Start of PROVIDED RECORDS

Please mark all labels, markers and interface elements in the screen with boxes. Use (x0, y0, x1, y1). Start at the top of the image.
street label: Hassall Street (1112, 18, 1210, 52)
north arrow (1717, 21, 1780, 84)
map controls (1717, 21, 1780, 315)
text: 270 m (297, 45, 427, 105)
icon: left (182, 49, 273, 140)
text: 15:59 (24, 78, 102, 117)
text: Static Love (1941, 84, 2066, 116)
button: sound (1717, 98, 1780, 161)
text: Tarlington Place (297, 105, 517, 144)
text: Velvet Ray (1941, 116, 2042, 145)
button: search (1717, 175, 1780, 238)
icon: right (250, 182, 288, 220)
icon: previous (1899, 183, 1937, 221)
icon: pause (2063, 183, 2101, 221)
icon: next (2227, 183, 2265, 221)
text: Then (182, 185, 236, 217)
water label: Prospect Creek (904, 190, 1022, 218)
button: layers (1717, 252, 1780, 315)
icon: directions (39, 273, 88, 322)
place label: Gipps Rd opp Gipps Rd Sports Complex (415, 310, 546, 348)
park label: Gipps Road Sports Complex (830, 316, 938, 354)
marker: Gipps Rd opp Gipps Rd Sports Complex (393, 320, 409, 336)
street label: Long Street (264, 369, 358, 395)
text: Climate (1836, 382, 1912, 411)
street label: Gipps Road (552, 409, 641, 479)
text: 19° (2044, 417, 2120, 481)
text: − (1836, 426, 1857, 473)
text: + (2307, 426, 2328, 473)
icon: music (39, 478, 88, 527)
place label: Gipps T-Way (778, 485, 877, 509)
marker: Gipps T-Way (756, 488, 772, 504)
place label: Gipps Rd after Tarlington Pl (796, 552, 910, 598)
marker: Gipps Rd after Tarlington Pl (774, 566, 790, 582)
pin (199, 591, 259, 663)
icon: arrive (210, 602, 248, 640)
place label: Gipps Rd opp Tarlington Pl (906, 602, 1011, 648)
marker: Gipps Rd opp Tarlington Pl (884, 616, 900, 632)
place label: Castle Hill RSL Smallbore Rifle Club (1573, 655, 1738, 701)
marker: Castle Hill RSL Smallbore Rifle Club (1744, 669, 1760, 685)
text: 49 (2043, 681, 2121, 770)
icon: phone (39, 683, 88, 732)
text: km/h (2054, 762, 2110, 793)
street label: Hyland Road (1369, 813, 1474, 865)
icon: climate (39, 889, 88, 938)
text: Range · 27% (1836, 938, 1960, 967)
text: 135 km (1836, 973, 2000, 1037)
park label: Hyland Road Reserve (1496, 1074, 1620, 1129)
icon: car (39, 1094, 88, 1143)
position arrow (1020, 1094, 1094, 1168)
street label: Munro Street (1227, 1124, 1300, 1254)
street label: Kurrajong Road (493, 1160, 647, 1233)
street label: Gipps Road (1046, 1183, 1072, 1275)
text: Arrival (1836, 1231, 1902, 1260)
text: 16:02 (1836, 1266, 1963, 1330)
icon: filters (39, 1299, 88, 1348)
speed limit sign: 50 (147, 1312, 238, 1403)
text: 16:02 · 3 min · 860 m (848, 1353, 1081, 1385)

End of PROVIDED RECORDS
Start of PROVIDED RECORDS

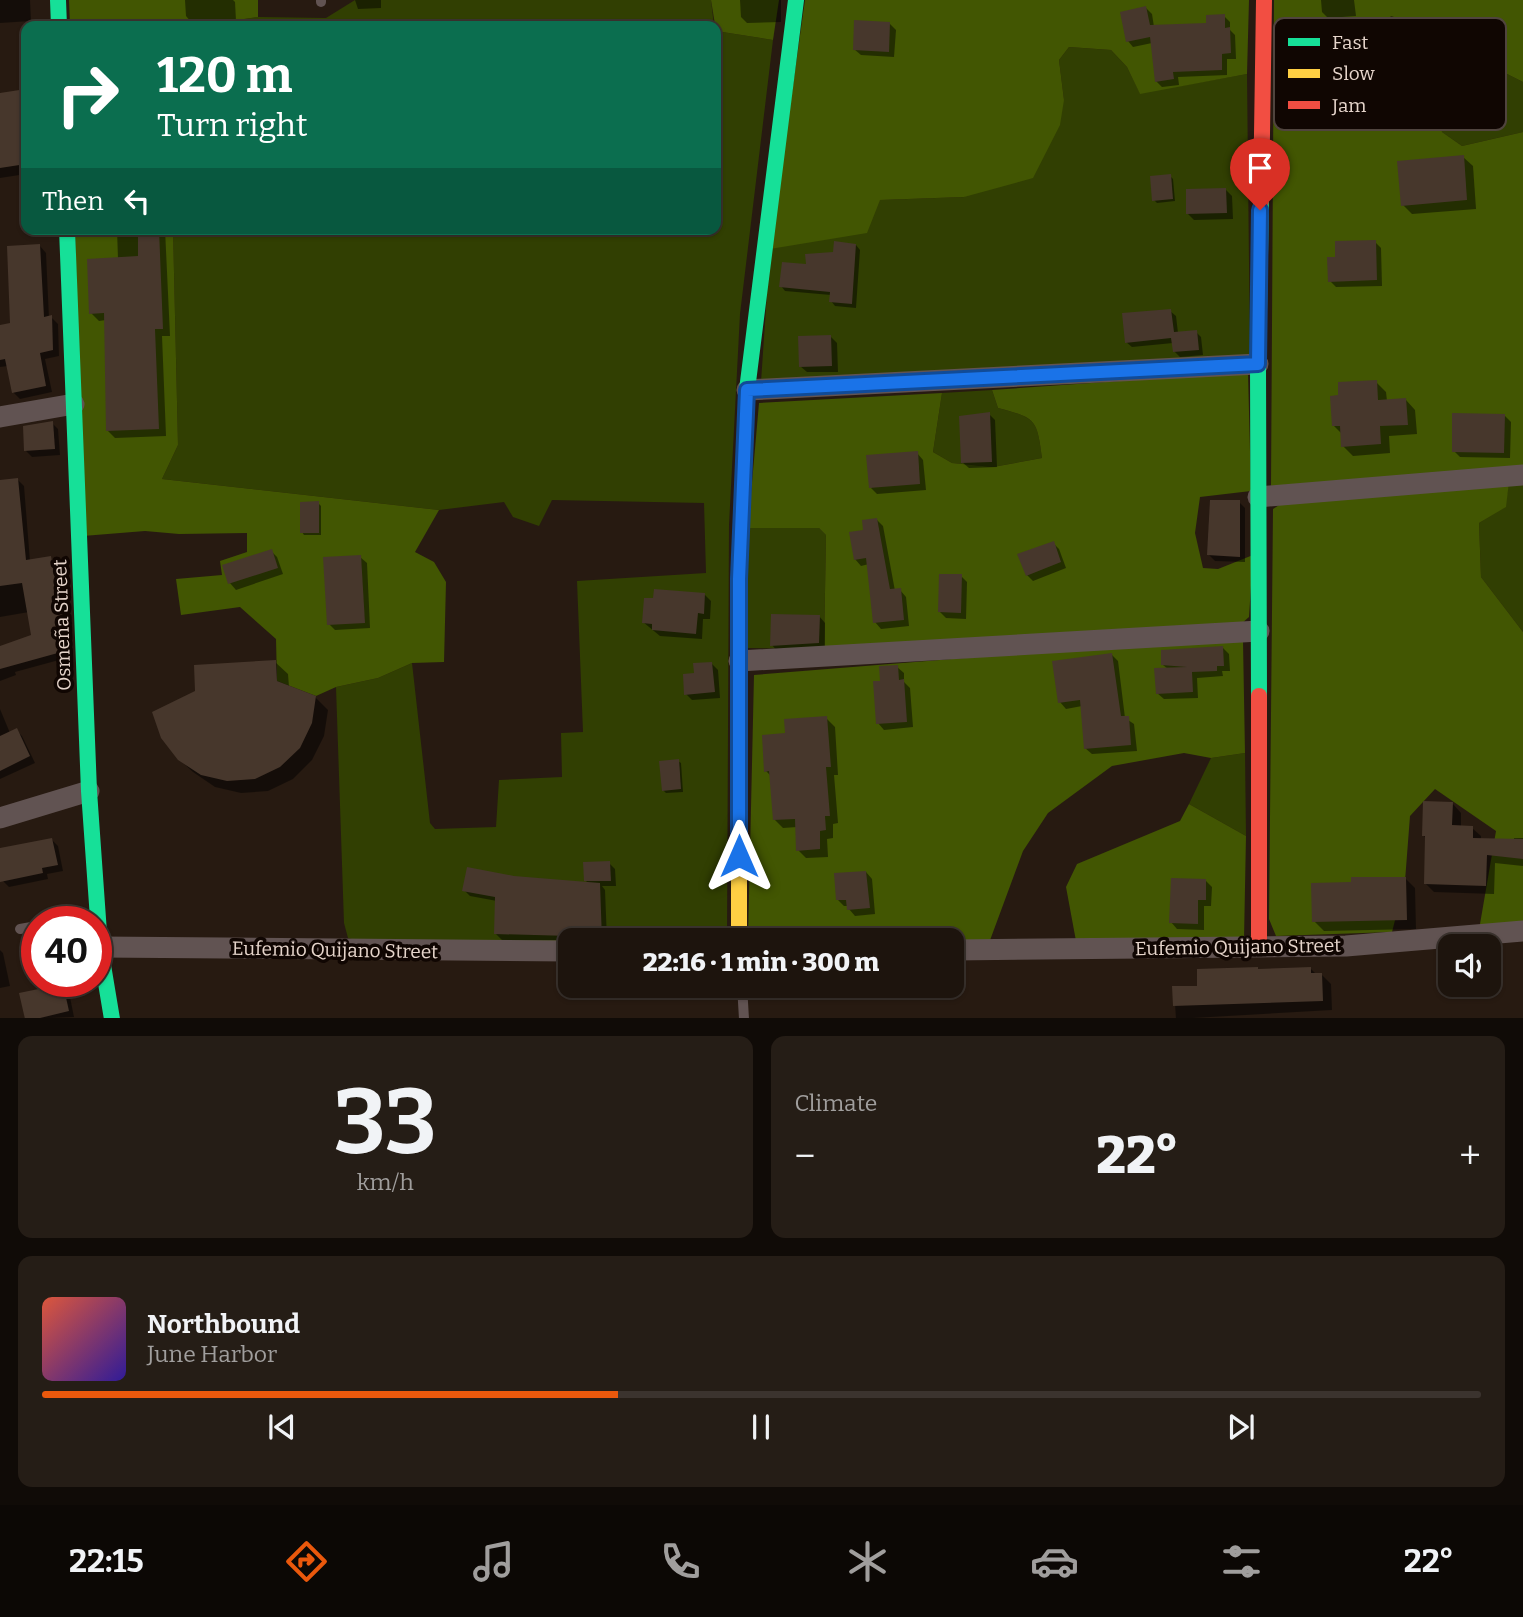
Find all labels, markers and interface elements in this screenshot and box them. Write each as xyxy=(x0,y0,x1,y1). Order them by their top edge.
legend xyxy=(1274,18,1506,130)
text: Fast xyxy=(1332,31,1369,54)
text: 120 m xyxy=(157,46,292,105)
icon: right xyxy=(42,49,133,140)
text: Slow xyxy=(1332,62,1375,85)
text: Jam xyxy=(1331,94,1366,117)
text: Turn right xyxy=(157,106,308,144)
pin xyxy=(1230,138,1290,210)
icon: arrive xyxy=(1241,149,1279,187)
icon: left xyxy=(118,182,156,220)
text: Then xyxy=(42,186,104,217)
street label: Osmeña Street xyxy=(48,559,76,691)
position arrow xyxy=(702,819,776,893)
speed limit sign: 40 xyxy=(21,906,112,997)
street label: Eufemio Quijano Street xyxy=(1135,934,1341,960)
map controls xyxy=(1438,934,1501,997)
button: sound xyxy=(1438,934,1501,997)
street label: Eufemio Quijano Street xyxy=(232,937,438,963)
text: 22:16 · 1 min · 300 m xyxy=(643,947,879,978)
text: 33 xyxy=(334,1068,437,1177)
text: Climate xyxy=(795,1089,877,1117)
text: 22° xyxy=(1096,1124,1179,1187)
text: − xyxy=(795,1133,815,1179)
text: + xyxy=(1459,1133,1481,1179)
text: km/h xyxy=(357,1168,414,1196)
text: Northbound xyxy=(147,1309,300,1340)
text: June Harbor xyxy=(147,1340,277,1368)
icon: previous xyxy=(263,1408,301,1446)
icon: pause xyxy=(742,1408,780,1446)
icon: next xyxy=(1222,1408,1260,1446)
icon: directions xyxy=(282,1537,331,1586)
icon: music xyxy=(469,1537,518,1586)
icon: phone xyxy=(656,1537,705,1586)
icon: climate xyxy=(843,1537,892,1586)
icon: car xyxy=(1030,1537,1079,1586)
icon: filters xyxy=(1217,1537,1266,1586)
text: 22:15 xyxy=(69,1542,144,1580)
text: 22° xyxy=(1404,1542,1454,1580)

End of PROVIDED RECORDS

AIM OF THE TASK: Within the data, tally each line containing the string "previous". Answer with the number by itself.

COMPLETED TASK: 2